Custom software provides unique security measures, meaning that they do not contain known vulnerabilities that can be exploited on the internet like other platforms can encounter. The most common software is prone to the best-known vulnerabilities. You can also tailor the site’s functionality and back-end workflows using custom tools and plugins, which allows more room for innovation in industries that are either emerging or falling behind the tech curve. A custom platform is not subject to random breaking updates, which means that your custom code won’t get ruined if your site’s primary software gets an automatic update. And, of course, bespoke software has the advantage of being intellectual property—at the end of the day, you own it. You’re not susceptible to a TOS agreement or price hikes because the software is yours.
You don’t need to know how the code of your site is written or how your database operates. The more you can tell us about what you want and how it should work, the better we can build it. But ultimately, as long as you understand what the user experience should be, that’s enough—our expertise can take it from there.
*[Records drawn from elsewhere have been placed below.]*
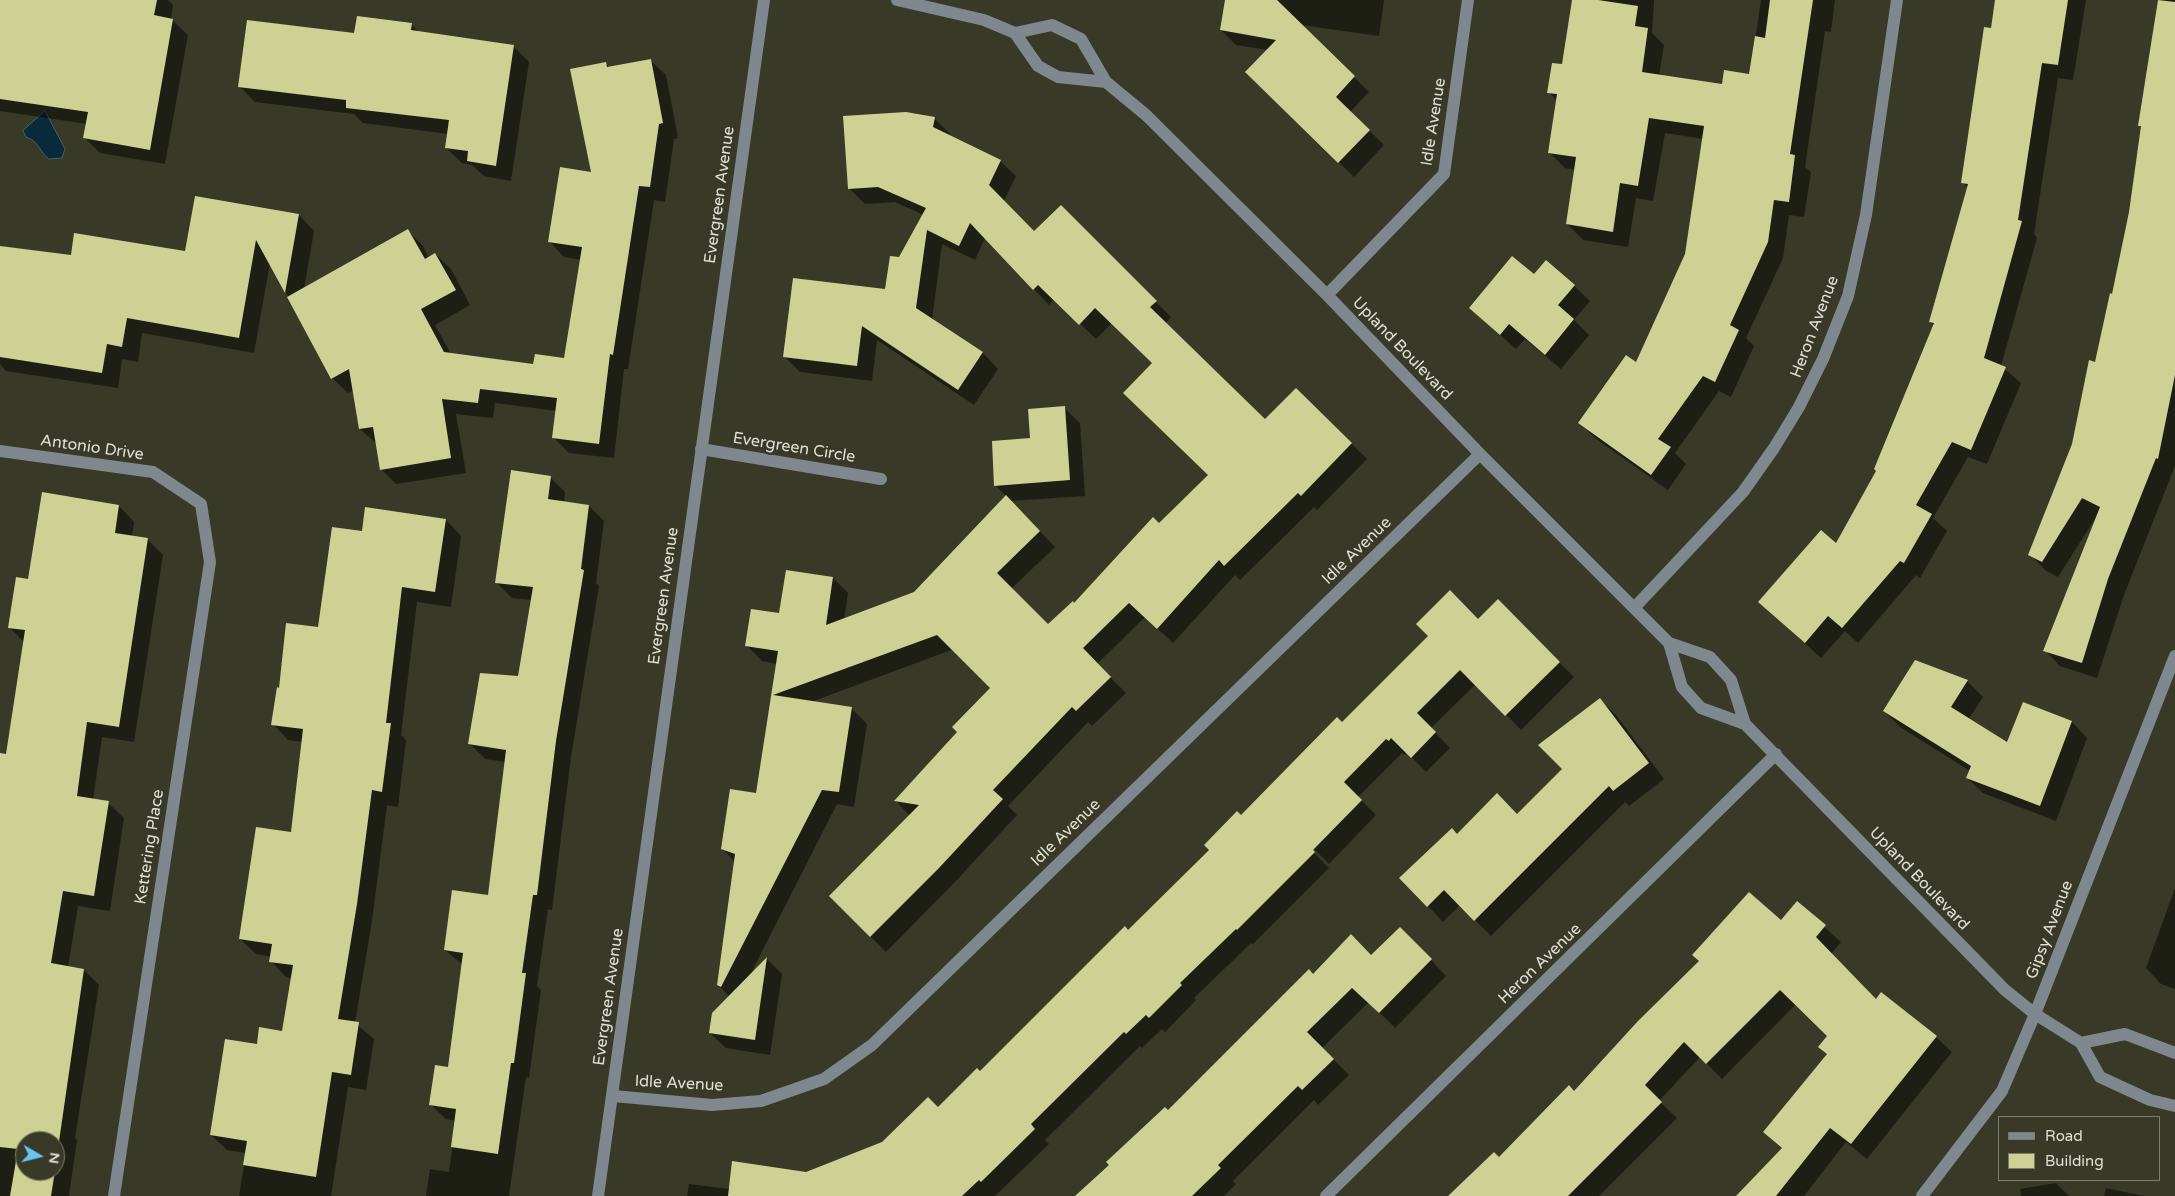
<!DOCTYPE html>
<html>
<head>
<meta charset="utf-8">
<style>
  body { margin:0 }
  #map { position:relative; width:2175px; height:1196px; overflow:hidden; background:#383927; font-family:"Varela Round",sans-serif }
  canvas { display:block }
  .legend { position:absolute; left:1998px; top:1116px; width:162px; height:65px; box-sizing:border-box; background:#383927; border:1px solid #7b7c6c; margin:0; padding:6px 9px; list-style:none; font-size:15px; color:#dfe0d4 }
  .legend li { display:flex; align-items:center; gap:10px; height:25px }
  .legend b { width:25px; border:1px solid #7b7c6c }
  .north { position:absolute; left:15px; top:1131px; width:50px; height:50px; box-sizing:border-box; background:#383927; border:1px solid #7b7c6c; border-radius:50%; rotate:98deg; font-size:14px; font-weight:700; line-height:20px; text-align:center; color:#dfe0d4 }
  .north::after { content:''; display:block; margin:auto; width:18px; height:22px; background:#6ac3f1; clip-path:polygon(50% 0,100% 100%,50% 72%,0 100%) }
</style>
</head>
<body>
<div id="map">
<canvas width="2175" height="1196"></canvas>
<ul class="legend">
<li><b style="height:6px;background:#7f888e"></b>Road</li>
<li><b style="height:14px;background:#ced194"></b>Building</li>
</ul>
<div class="north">N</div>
</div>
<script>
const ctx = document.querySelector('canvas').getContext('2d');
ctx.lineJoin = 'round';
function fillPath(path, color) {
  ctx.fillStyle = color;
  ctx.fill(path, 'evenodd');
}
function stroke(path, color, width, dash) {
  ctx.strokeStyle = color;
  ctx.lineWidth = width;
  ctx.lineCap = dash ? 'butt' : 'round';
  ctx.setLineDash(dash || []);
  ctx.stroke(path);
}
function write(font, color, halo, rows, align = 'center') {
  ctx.font = font + ' "Varela Round",sans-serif';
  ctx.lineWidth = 5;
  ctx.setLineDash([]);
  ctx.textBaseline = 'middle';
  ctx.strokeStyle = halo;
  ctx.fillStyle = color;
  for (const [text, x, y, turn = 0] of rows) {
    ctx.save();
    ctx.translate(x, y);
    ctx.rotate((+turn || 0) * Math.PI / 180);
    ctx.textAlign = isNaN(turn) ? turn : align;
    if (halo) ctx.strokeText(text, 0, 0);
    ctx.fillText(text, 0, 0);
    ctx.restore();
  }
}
const water = new Path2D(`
  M45,111L65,149L62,158L49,159C39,152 39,141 26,137L23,131Z`);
fillPath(water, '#082a3a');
stroke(water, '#486168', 1);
fillPath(new Path2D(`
  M0,0H168L173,5L171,19L188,35L165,164L100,153L85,138L87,124L0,111Z
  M1226,0H1384L1379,36L1301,25L1369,92L1350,112L1384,145L1354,177L1247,72L1268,50L1236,45L1221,30Z
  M1573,0H1654L1652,33L1664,45L1659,76L1723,86L1750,75L1761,0H1835L1831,32L1825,31L1805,167L1811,172L1804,217L1789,215L1783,258L1746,338L1754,346L1731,397L1719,391L1675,453L1686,464L1668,490L1595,438L1580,423L1637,364L1686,254L1704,139L1665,133L1653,201L1636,198L1628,247L1583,240L1567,224L1576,170L1565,168L1549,152L1557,101L1549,92L1563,66Z
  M1996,0H2086L2073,80L2058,78L2034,234L2037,238L2001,366L2021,383L1987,464L1968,457L1933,518L1947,531L1920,578L1916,575L1858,643L1845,631L1821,658L1760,602L1836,544L1878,471L1934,326L1930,321L1968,188L1963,183Z
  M2158,0H2175V466L2124,595L2097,678L2060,666L2045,650L2098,514L2058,577L2045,570L2030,554L2074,444L2113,295L2130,212L2142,128L2139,125ZM2084,492L2086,493L2056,539L2058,533Z
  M411,24L419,32L513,46L529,62L511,181L484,176L472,165L462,163L446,148L449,134L363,123L354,114L255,102L240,87L356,35Z
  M650,60L666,75L678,138L674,139L665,202L654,200L628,369H624L614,458L569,453L554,438L557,411L495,403L493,418L456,414L466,473L396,484L381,469L377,444L360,429L354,390L348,393L332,378L270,263L254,353L142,333L138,362L122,359L118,388L6,371L0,364V247L72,256L186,253L299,215L314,231L304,289L408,231L423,246L429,258L435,254L451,269L470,305L435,325L451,354L534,366L565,359L582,260L564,257L549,241L592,174L605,63L610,68Z
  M934,118L950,134L949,136L1000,161L1016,176L1004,201L1034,233L1061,207L1171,317L1165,324L1265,421L1296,389L1367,459L1317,510L1314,507L1240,580L1235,575L1173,643L1145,617L1097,664L1126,693L1092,726L1088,722L1008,806L1017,815L954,883L886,952L830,896L910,816L896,801L959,732L992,688L954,649L811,702L851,708L867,724L854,807L837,804L750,975L767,959L782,974L770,1055L726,1048L710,1033L730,997L718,985L735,862L722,848L757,795L777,664L762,661L747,646L780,615L833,578L848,593L844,620L914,593L1006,496L995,485L1032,439L1064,408L1080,423L1085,496L1010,501L1055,547L1011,589L1048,626L1075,604L1209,475L1153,363L1112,323L1096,339L1054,299L1049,305L985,238L975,260L942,244L932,320L983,353L998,369L974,405L877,340L872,381L800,372L785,357L886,291L899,259L924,215L895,202L865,204L850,189Z
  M1534,276L1574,286L1590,301L1574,320L1589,335L1561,369L1525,339L1516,349L1470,308Z
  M550,477L565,492L564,503L589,506L604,521L596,583L599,586L571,757L552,910L548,909L537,986L541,990L529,1078L526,1077L509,1196H426L430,1169L449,1172L456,1121L446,1119L430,1104L449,1068L463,965L445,950L489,896L506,762L485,759L470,744L519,677L532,600L512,598L497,583Z
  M119,506L134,522L132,537L147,539L163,555L134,742L102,737L93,800L108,803L124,818L110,911L78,906L68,967L84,970L99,985L75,1138L77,1140L69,1196H0V754L7,755L24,642L9,627L29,581ZM25,1141H55V1171H25Z
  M446,520L461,536L451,607L417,602L401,735L406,740L398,807L387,805L372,921L355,1023L374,1039L366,1090L348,1087L331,1196H239L246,1153L227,1150L211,1135L258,1045L283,1032L292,978L286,977L271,961L272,957L256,954L240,939L293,833L303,742L288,740L273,724L280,689L319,628L363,532Z
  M1498,601L1574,677L1521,730L1476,684L1431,728L1450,748L1426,772L1407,752L1404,755L1402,753L1358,797L1376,815L1329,864L1310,845L1308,847L1329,868L1253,944L1251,943L1194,998L1196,1000L1165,1032L1162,1029L1142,1048L1140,1046L1045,1140L1049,1144L995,1196H687L689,1184L730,1189L784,1182L883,1143L938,1109L980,1072L1128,931L1241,817L1342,723L1478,621Z
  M1967,681L1983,697L1968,720L2008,744L2024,703L2072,722L2087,738L2056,821L1983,793L1967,778L1970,771L1900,727L1884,711Z
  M1600,700L1616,715L1664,779L1629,806L1625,802L1491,936L1460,905L1443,922L1428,906L1457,835L1517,815L1563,769Z
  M2175,888V989L2161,984L2146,968Z
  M1797,903L1841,942L1831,954L1876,1001L1882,994L1936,1037L1952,1052L1867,1159L1846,1142L1804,1196H1737L1782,1149L1764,1132L1828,1055V1036L1796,1004L1722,1079L1700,1057L1659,1101L1677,1118L1599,1196H1449L1499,1158L1574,1092L1781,921Z
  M1416,944L1446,976L1395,1028L1369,1002L1322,1048L1349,1075L1318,1105L1314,1100L1233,1181L1236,1184L1224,1196H1077L1313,975Z
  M2056,1183L2069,1196H2021L2020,1189Z
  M2106,1188L2144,1196H2104Z`), '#0007');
fillPath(new Path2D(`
  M0,0H157L154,15L173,19L150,150L83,138L88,112L0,99Z
  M1225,0H1277L1355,76L1336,97L1370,130L1338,163L1245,72L1276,40L1220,30Z
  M1572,0H1598L1638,6L1635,26L1648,28L1642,72L1722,84L1724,70L1749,74L1755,36L1765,38L1770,0H1813L1790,154L1795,155L1789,202L1774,200L1768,242L1730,325L1739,330L1715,382L1703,376L1658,439L1671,447L1651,475L1578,423L1626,355L1636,362L1685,254L1704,126L1649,118L1638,186L1620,183L1613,232L1566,224L1576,157L1548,153L1557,94L1547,93L1552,63L1562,64Z
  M1995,0H2068L2058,65L2042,63L2018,220L2022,221L1984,358L2006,367L1971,450L1952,442L1916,505L1932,514L1904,563L1900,561L1842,628L1828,616L1805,643L1758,602L1821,530L1836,543L1876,471L1874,469L1934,323L1929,322L1968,184L1961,183L1984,27L1991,28Z
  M2158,0L2175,2V375L2158,459L2156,458L2108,579L2082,663L2043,651L2100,507L2082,498L2042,562L2028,555L2072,444L2089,360L2095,362L2110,293L2112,294L2129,212L2141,126H2138Z
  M357,16L412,23L411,30L514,45L496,166L467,161L468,151L445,148L449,120L346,108V100L238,87L247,20L354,33Z
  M651,59L663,123L659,124L650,187L639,186L613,355L610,354L599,444L552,438L557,398L480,389L478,403L442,399L451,458L380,470L373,427L359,429L349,369L331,379L287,297L408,229L425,259L435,253L456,290L421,309L444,352L533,364L535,354L564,358L582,247L548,242L560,167L591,172L570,69L606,62L607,67Z
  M906,112L935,117L933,127L1001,160L989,185L1034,231L1061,205L1157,301L1150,307L1265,419L1296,388L1352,443L1301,496L1298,493L1224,566L1219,560L1157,629L1129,603L1083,648L1111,677L1076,711L1072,707L993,790L1003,799L939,868L870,937L829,896L919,805L894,801L957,732L952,727L990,688L937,635L773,695L852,707L839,792L822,790L721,987L717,985L735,854L721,849L730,789L756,793L778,651L745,646L751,609L779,613L786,570L833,577L826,625L914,592L1006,495L1040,531L997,573L1048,624L1073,601L1074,603L1153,517L1159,523L1208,475L1123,393L1152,363L1095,308L1079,325L1038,285L1033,290L970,223L959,246L927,230L916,308L983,352L958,390L862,326L857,366L783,357L793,278L885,289L890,256L899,257L926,208L878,187L848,189L843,116Z
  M195,196L299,214L285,293L256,240L239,338L127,318L122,347L107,344L102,373L0,357V246L71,255L74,233L185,251Z
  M1512,256L1534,274L1546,260L1575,285L1558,305L1574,319L1545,355L1509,324L1500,335L1469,308Z
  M1065,406L1070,480L994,486L992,441L1030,438L1028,409Z
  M511,470L551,476L548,499L589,505L581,569L584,570L556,741L537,895H533L522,973H526L514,1063H511L498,1154L451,1147L456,1109L429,1105L435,1065L448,1067L463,953L444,950L452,890L488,895L506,750L468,744L480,673L518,676L533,587L495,583Z
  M42,492L119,505L115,533L148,538L119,727L87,722L77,796L109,801L94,896L63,891L51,963L84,969L55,1169V1141H25V1171H55L51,1196H10L18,1149L0,1147V753L6,754L25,630L8,628L16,577L28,579Z
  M365,507L446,519L435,592L402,587L386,723H391L382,792L372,790L357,904L338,1019L359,1022L351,1075L332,1072L316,1177L243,1165L247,1141L210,1135L225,1039L257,1044L259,1027L282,1031L293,965L269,962L272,944L239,939L256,827L291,832L303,729L271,725L277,687L279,688L286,623L318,627L332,527L362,531Z
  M1450,590L1478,619L1498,599L1560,662L1505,716L1460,670L1417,713L1436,732L1411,758L1391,738L1389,741L1386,739L1344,782L1362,800L1313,850L1315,852L1237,930L1236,929L1180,983L1182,985L1149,1018L1146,1015L1126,1034L1124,1032L1031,1124L1035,1129L981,1182L979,1180L962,1196H728L732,1161L806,1172L882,1142L928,1097L938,1107L977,1068L980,1071L1125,926L1128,930L1209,850L1204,845L1237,811L1241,815L1337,717L1342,722L1428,636L1416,624Z
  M1915,660L1968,680L1951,707L2007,742L2023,702L2072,721L2040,806L1966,778L1971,766L1883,711Z
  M1600,698L1649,763L1613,791L1609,786L1474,921L1444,890L1427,907L1399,878L1452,828L1457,834L1497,793L1517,814L1562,769L1538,745Z
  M1749,892L1781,920L1797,901L1826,925L1816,937L1876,999L1881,992L1937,1036L1851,1144L1830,1128L1776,1196H1736L1782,1148L1763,1132L1827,1054L1818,1047L1827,1036L1780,990L1706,1064L1684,1042L1645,1085L1662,1102L1568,1196H1448L1494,1152L1499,1157L1569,1085L1574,1091L1638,1021L1699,961L1692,955Z
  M1400,927L1432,959L1379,1013L1352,988L1307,1032L1334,1059L1302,1090L1298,1086L1218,1165L1221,1168L1192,1196H1075L1109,1165L1106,1162L1165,1107L1168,1110L1309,969L1313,974L1351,934L1371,955Z
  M767,957L755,1040L709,1033L712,1013Z`), '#ced194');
stroke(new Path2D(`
  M897,0L984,20L1015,33L1038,66L1058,77L1106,82
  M1015,33L1052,25L1081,39L1106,82L1146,115L1327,295L1480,454L1669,643L1710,657L1731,680L1745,724
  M1327,295L1444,174L1468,0
  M701,449L881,479
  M0,451L153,472L201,504L210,562L114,1196
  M1635,607L1743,492L1774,448L1799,407L1823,359L1848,296L1866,215L1897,0
  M1669,643L1682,687L1701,708L1745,724L2005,990L2035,1014L2081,1043L2100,1077L2150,1100L2175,1106
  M2081,1043L2125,1034L2175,1053
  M613,1096L712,1105L761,1101L824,1079L872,1045L1480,454
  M598,1196L764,0
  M1326,1196L1776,754
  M1922,1196L2002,1091L2035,1014L2175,656`), '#7f888e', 12);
write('16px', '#dfe0d4', '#383927', [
  ["Idle Avenue",1434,122,-81],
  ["Evergreen Avenue",720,195,-82],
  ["Heron Avenue",1815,327,-69],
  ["Upland Boulevard",1402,349,46],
  ["Antonio Drive",92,448,8],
  ["Evergreen Circle",794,448,9],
  ["Idle Avenue",1357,551,-44],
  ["Evergreen Avenue",664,596,-82],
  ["Idle Avenue",1066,833,-44],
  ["Kettering Place",150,847,-81],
  ["Upland Boulevard",1919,879,46],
  ["Gipsy Avenue",2050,930,-69],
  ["Heron Avenue",1540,964,-44],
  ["Evergreen Avenue",609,997,-82],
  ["Idle Avenue",679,1084,3]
]);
</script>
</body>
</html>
A lot of things can go wrong when you’re changing the functionality or look of your website. You want a team with expertise that knows what buttons to press and which switches to flip when things don’t go right. All integrations, whether it’s connecting your inventory software, integrating automatic email services, adding tracking mechanisms, or incorporating Shopify, change the code of your site. These can be done through plugins, theme changes, or custom code—all of which you’d want the knowledge of an expert for.
There is a number of causes for a site crash, including automatic updates that don’t play well with existing code, scheduled processes failing to run, or bugs in existing code that have just never been triggered before. Depending on the reason for the crash, you could revert to a previous version of the site, fix the bug, or investigate and restart the site’s scheduled processes, which requires low-level access to your server.